[Start of section]

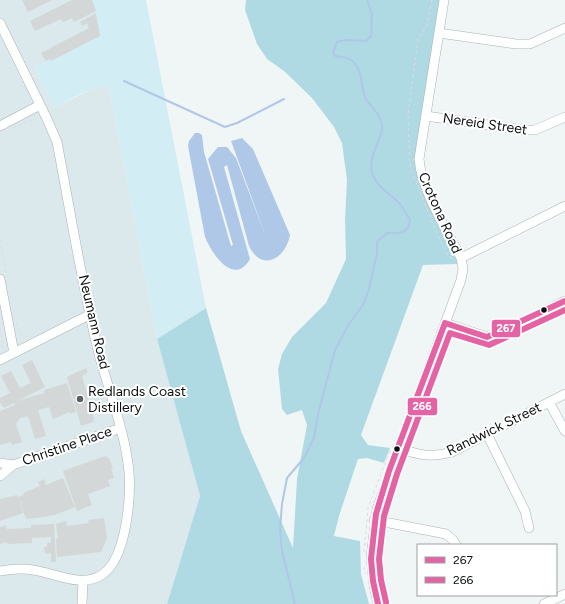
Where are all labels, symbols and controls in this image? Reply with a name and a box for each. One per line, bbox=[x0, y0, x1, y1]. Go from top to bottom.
street label: Nereid Street bbox=[442, 110, 528, 138]
street label: Crotona Road bbox=[415, 170, 465, 256]
street label: Neumann Road bbox=[75, 273, 113, 371]
unlabelled marker bbox=[539, 305, 549, 315]
line badge: 267 bbox=[491, 319, 521, 338]
text: 267 bbox=[497, 322, 515, 335]
place label: Redlands Coast Distillery bbox=[88, 383, 186, 416]
marker: Redlands Coast Distillery bbox=[75, 394, 85, 404]
line badge: 266 bbox=[407, 397, 438, 416]
street label: Randwick Street bbox=[444, 399, 544, 459]
text: 266 bbox=[412, 400, 432, 413]
street label: Christine Place bbox=[20, 423, 114, 469]
unlabelled marker bbox=[392, 444, 402, 454]
legend bbox=[417, 544, 557, 596]
text: 267 bbox=[453, 553, 474, 567]
text: 266 bbox=[453, 573, 474, 587]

[End of section]

• WORK INSTRUCTIONS
Please transcribe the material above exactly as written. Leave the pictures out.

• EXERCISE SOLUTION
Where are all labels, symbols and controls in this image? Reply with a name and a box for each. One per line, bbox=[x0, y0, x1, y1]. Go from top to bottom.
street label: Nereid Street bbox=[442, 110, 528, 138]
street label: Crotona Road bbox=[415, 170, 465, 256]
street label: Neumann Road bbox=[75, 273, 113, 371]
unlabelled marker bbox=[539, 305, 549, 315]
line badge: 267 bbox=[491, 319, 521, 338]
text: 267 bbox=[497, 322, 515, 335]
place label: Redlands Coast Distillery bbox=[88, 383, 186, 416]
marker: Redlands Coast Distillery bbox=[75, 394, 85, 404]
line badge: 266 bbox=[407, 397, 438, 416]
street label: Randwick Street bbox=[444, 399, 544, 459]
text: 266 bbox=[412, 400, 432, 413]
street label: Christine Place bbox=[20, 423, 114, 469]
unlabelled marker bbox=[392, 444, 402, 454]
legend bbox=[417, 544, 557, 596]
text: 267 bbox=[453, 553, 474, 567]
text: 266 bbox=[453, 573, 474, 587]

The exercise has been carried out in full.